You might say these figures are misleading, since a
testing phase (even in a waterfall project) involves some revisions to
requirements and continuation of development. Nevertheless, it is clear that
testing takes a lot of time and money. Yet testers and testing methods get
relatively little attention.
Recently, an experienced test manager complained to me
that time and money is wasted during system and acceptance testing on coding
errors that should have been picked up by unit and link testing. His study showed that 46% of the errors
discovered in the final testing stage were regarded as “code defects”, and 88%
of those code defects were introduced during coding (were not a result of
specification errors).
Other test managers have reported similar conclusions,
if without measuring the numbers. And other organizations report similar
difficulties. The universality of the problem makes it worthy of attention.
I have discussed issues surrounding unit testing with development specialists, testing specialists, technical risk managers and others. Let me merge snatches of conversations over several years into one mythical dialogue that highlights some of the issues.
Other: “A goal of unit testing is to test that the system works properly”.
Graham: “Surely not. Surely the first goal of unit testing is to check every statement in the program does what the developer expects, and the program does not fall over.”
Other: “All path testing is impractical; we cannot test all routes through a program”.
Graham: “I never say ‘all path testing’ because people don’t agree what ‘all path’ means. Yes, it is impractical to test all permutations of paths. But it is relatively easy to test that each statement in one unit is executed at least once by unit test data. In fact I would say this is a primary responsibility of a developer. Don’t you agree?”
Other: “I’d be inclined to say yes, but the trouble nowadays is the difficulty of unit testing all the exception and error cases.”
Graham: “Can’t you mock up server code units to generate exception conditions? But let me move on. The second goal of unit testing is to check a program does what the program specification says, not to check the program does what functional specification or users say.”
Other: “That may be OK in large design and build projects, but in application maintenance we don’t have time or resources to repeat a cycle of unit and link testing, system testing and acceptance testing.”
Graham: “Is that true across all of our application management practice? Perhaps we ought to survey what our application maintenance testing practices are?”
Other: “It isn’t even OK in large design and build projects, because we don’t write program specifications any longer.
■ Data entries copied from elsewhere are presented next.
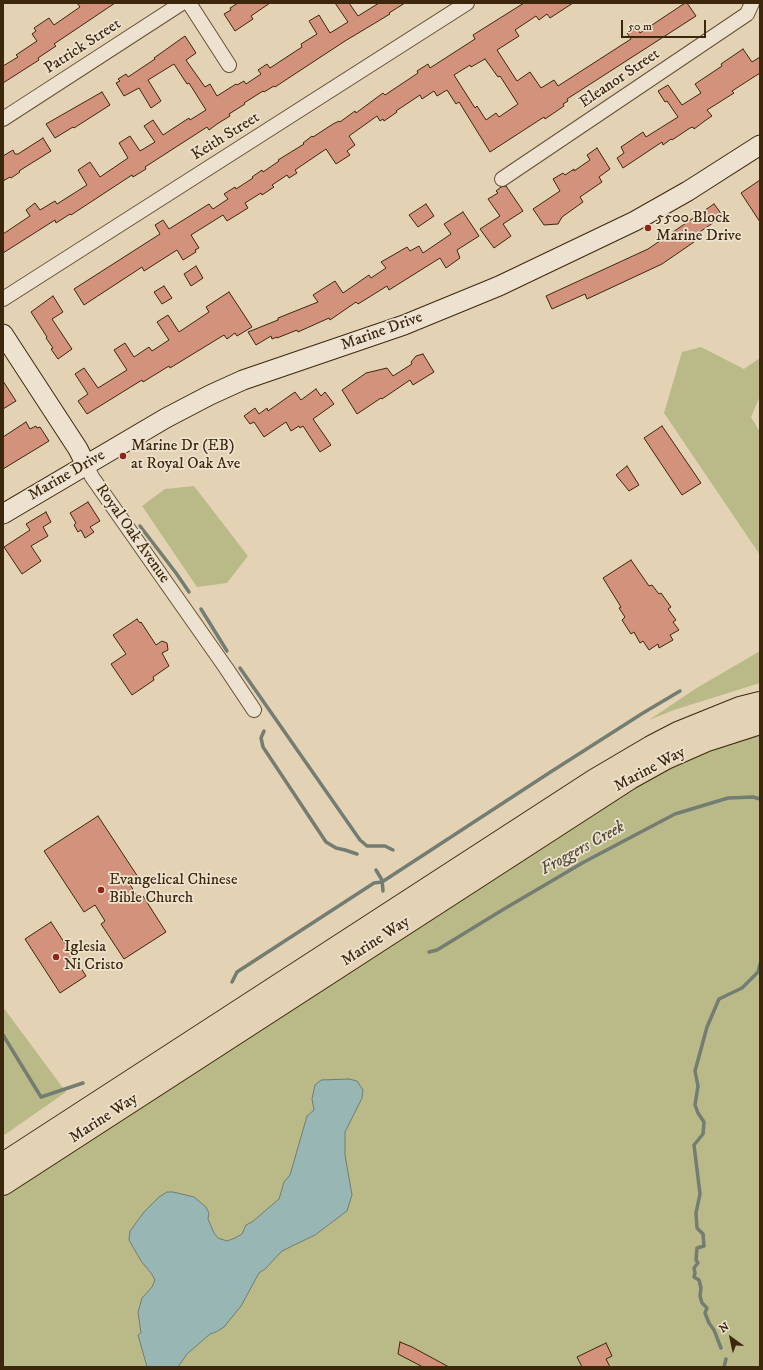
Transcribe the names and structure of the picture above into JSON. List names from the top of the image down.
{
  "streets": {
    "main road": ["Marine Way"],
    "street": [
      "Patrick Street",
      "Eleanor Street",
      "Keith Street",
      "Marine Drive",
      "Royal Oak Avenue"
    ]
  },
  "crossings": [
    ["Marine Drive", "Royal Oak Avenue"]
  ],
  "water": ["Froggers Creek"],
  "places": [
    "5500 Block Marine Drive",
    "Marine Dr (EB) at Royal Oak Ave",
    "Evangelical Chinese Bible Church",
    "Iglesia Ni Cristo"
  ],
  "scale_bar": "50 m",
  "north": "top left"
}
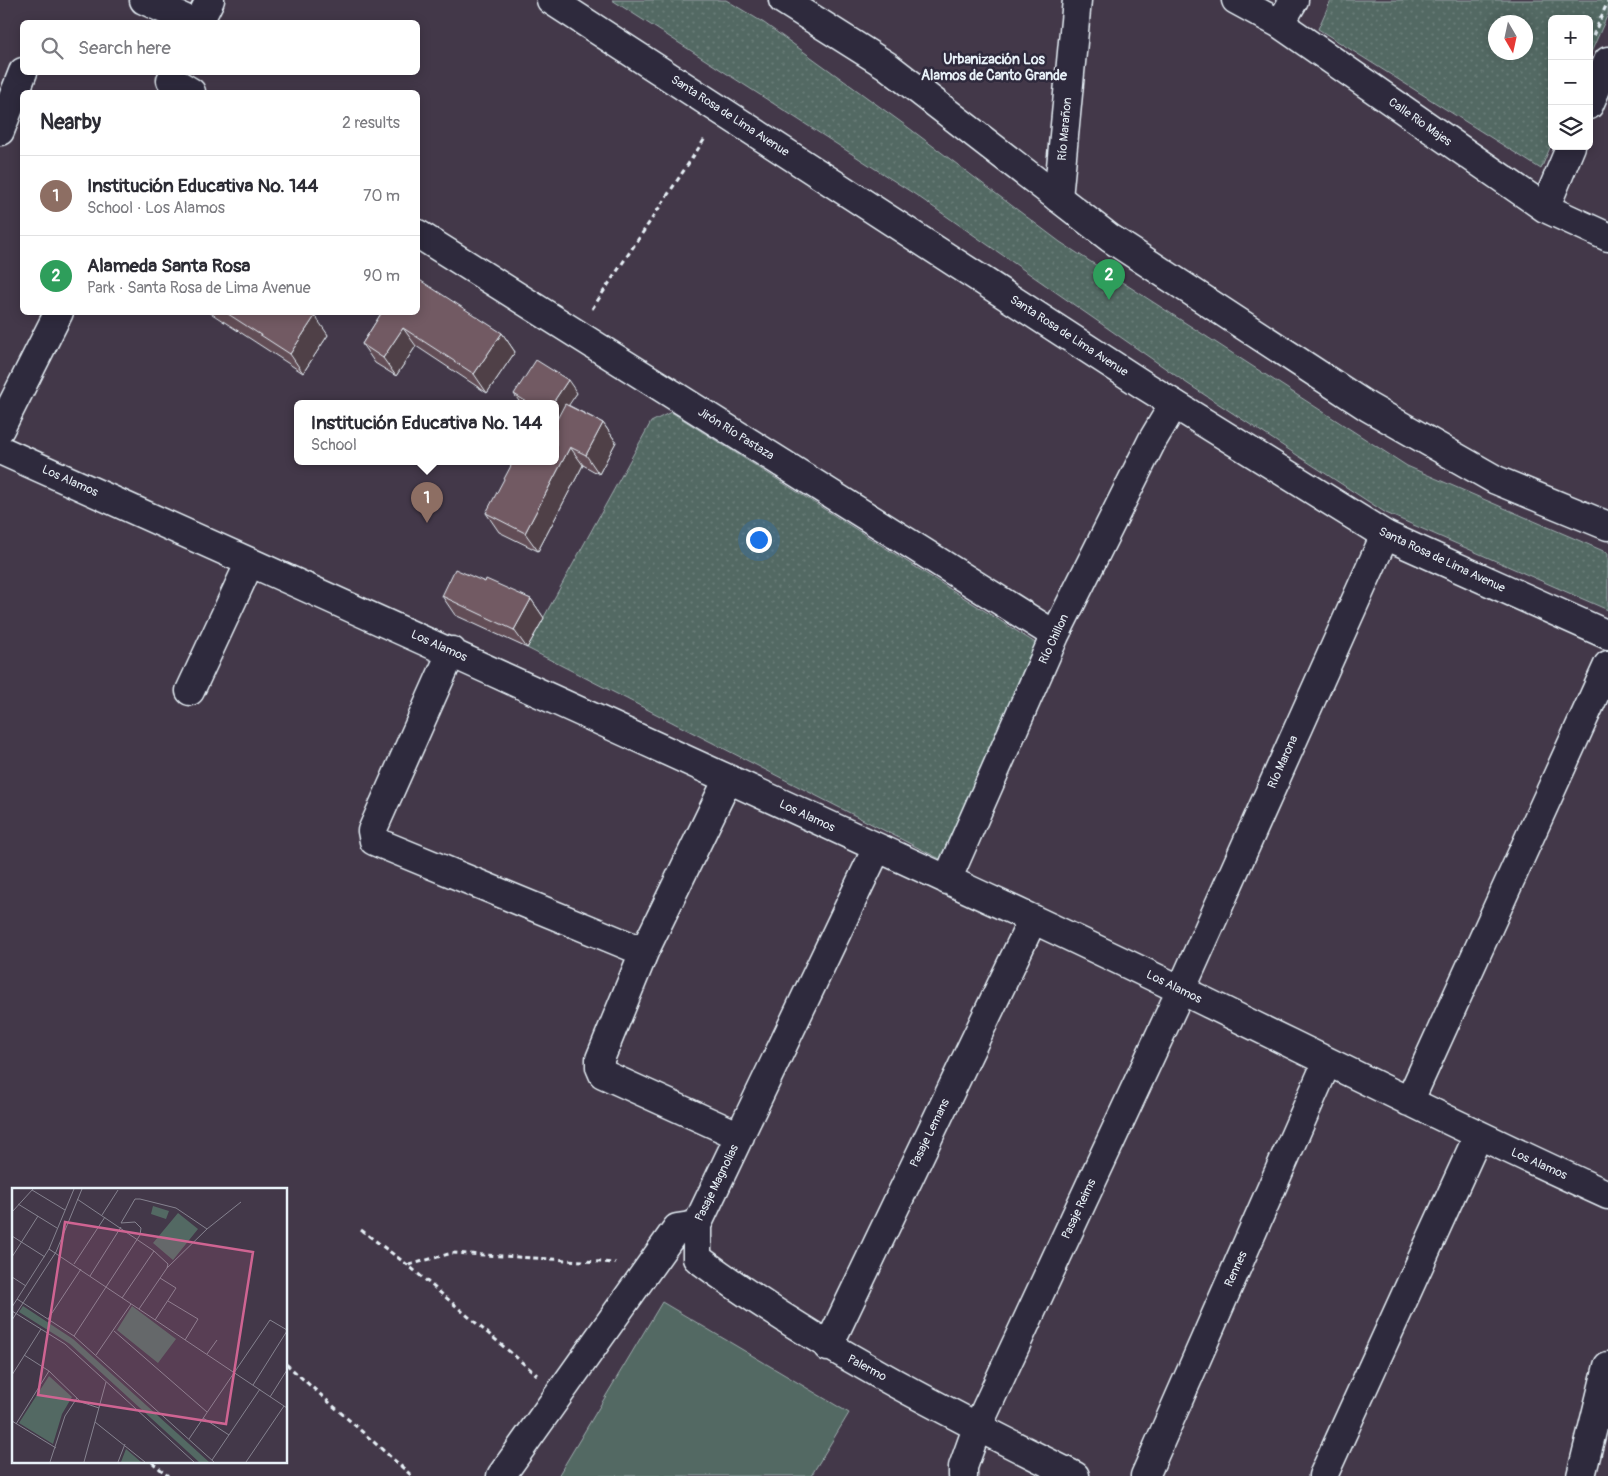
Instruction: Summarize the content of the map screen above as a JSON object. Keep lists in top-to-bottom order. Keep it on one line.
{"streets":{"street":["Santa Rosa de Lima Avenue","Calle Rio Majes","Río Marañon","Jirón Río Pastaza","Los Alamos","Río Chillon","Río Marona","Pasaje Lemans","Pasaje Magnolias","Pasaje Reims","Rennes","Palermo"]},"crossings":[["Santa Rosa de Lima Avenue","Río Chillon"],["Santa Rosa de Lima Avenue","Río Marona"],["Jirón Río Pastaza","Río Chillon"],["Los Alamos","Río Chillon"],["Los Alamos","Río Marona"],["Los Alamos","Pasaje Lemans"],["Los Alamos","Pasaje Magnolias"],["Los Alamos","Pasaje Reims"],["Los Alamos","Rennes"],["Río Marona","Pasaje Reims"],["Pasaje Lemans","Palermo"],["Pasaje Magnolias","Palermo"],["Pasaje Reims","Palermo"]],"districts":["Urbanización Los Alamos de Canto Grande"],"north":"bottom","page":{"map_buttons":["+","−"],"search":"Search here","heading":["Nearby","2 results"],"list":[{"mark":"1","name":"Institución Educativa No. 144","note":"School · Los Alamos","value":"70 m"},{"mark":"2","name":"Alameda Santa Rosa","note":"Park · Santa Rosa de Lima Avenue","value":"90 m"}],"pins":["2","1"],"popup":["Institución Educativa No. 144","School"]}}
Developers receive only functional specifications, some design notes (perhaps including UML diagrams, perhaps not) and coding standards.
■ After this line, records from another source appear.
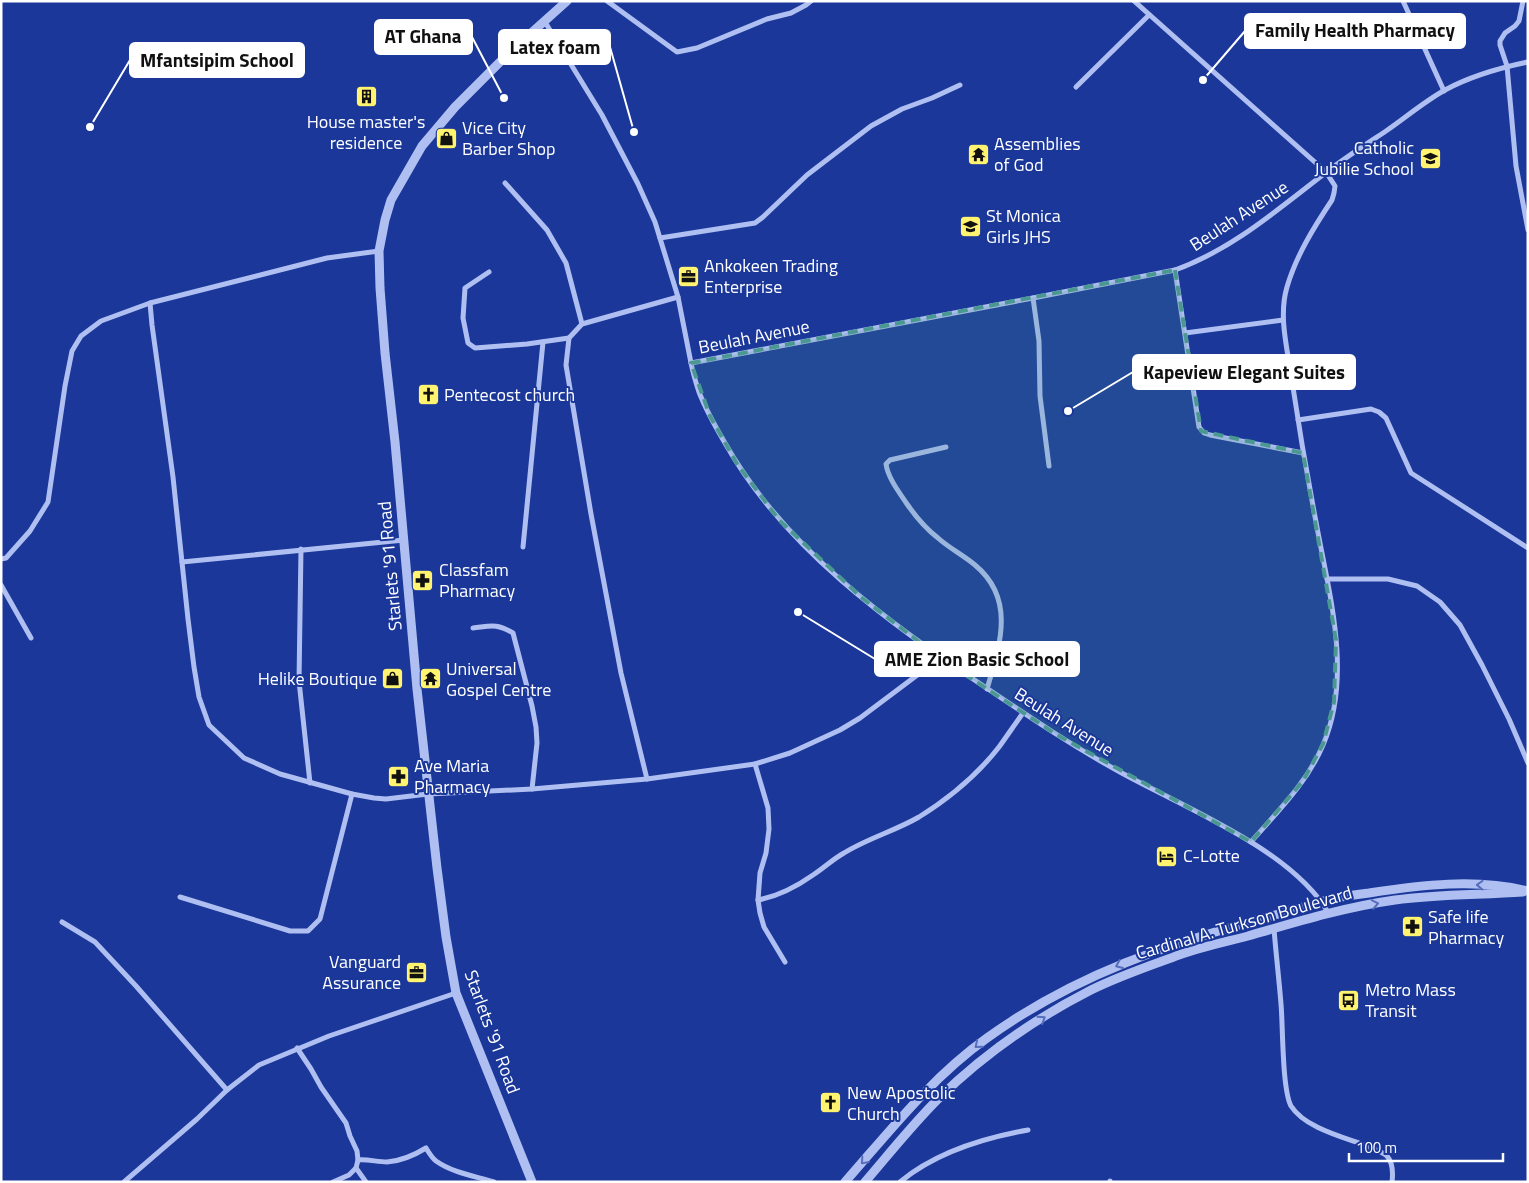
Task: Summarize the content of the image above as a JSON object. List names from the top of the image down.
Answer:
{
  "streets": {
    "street": ["Beulah Avenue", "Starlets '91 Road", "Cardinal A. Turkson Boulevard"]
  },
  "crossings": [
    ["Beulah Avenue", "Cardinal A. Turkson Boulevard"]
  ],
  "places": {
    "other": [
      "Family Health Pharmacy",
      "AT Ghana",
      "Mfantsipim School",
      "Latex foam",
      "Kapeview Elegant Suites",
      "AME Zion Basic School"
    ],
    "building": ["House master's residence"],
    "shop": ["Vice City Barber Shop", "Helike Boutique"],
    "temple": ["Assemblies of God", "Universal Gospel Centre"],
    "school or university": ["Catholic Jubilie School", "St Monica Girls JHS"],
    "office": ["Ankokeen Trading Enterprise", "Vanguard Assurance"],
    "church": ["Pentecost church", "New Apostolic Church"],
    "pharmacy": ["Classfam Pharmacy", "Ave Maria Pharmacy", "Safe life Pharmacy"],
    "hotel": ["C-Lotte"],
    "bus stop": ["Metro Mass Transit"]
  },
  "scale_bar": "100 m"
}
Graham: “That’s food for thought. It brings me back to suggesting that unit testing should at least test every statement does what the developer intended. Usefully, this means the unit test data will automatically serve as link test data after dummy or stub server components have been replaced by the real ones.”
Other: We are no longer that disciplined about distinguishing different types of testing. The distinction drawn in our best practice guidance between link testing (linking units developed by one programming team) and integration testing (linking components developed by distinct parties) is fuzzy, and many developers are not aware of it anyway.”
I asked more than 70 members of a design and
development community whether they tend to blur or distinguish unit and system
testing.
It turned out that 9% tend to blur unit testing with
system testing.
"...because I am on support… where new
developments are mostly modifications to existing code. When I have worked on
"from scratch" projects, the difference is much more
distinguished."
"for
data-driven development" [development that builds a data structure, be it
a GUI screen, database table or data warehouse].
So, 91% tend to distinguish unit testing from system
testing:
"I was of the blurring tendency until
we achieved CMMI level 3 compliance. Now I'm most
definitely in favor of a distinguishing tendency. Unit tests, following the
unit test guidelines for condition-response lists, written before any code,
produce the best quality code."
"As a developer, I quite often find I
write unit tests in parallel to my coding, to test the code as I am writing it.
This is surely how it should be!"
The minority view should not be dismissed, but the
majority view is where best practice guidance must focus. For most software
development, unit testing is a distinct and important activity. And bear in
mind that erroneous statements not exercised during unit and link testing can cause
crashes in system testing (if we are lucky).
There is a principle "testing is risk management", meaning you
spend as much on testing as the cost of failure * likelihood of failure. This
sounds as though it helps, but it doesn’t. The trouble with trying to apply
risk management principles to unit testing is that
·
every unit can fail in innumerable ways, too many
to assess
·
people’s assessments of failure cost and likelihood
vary widely
·
people don’t know what to do where a risk likelihood
is low but the risk cost is high
So, people need more
prescriptive advice.
Does the above experience speak to you? Do you expect to test every statement during unit testing? Do you expect unit test data to be sufficiently exhaustive that it serves as link test data too, when real server modules replace dummy ones?
Given all these unit testing issues have long been recognized and discussed, you might well ask: What have we done?
So far, we have done three things. First, we revised our graduate-entry training programme to ensure that developers are taught unit testing during their programming language training. They are taught system testing in a distinct follow up course. One or two in the first batch of graduates to go through this training reported their first project experience was remote from their training experience.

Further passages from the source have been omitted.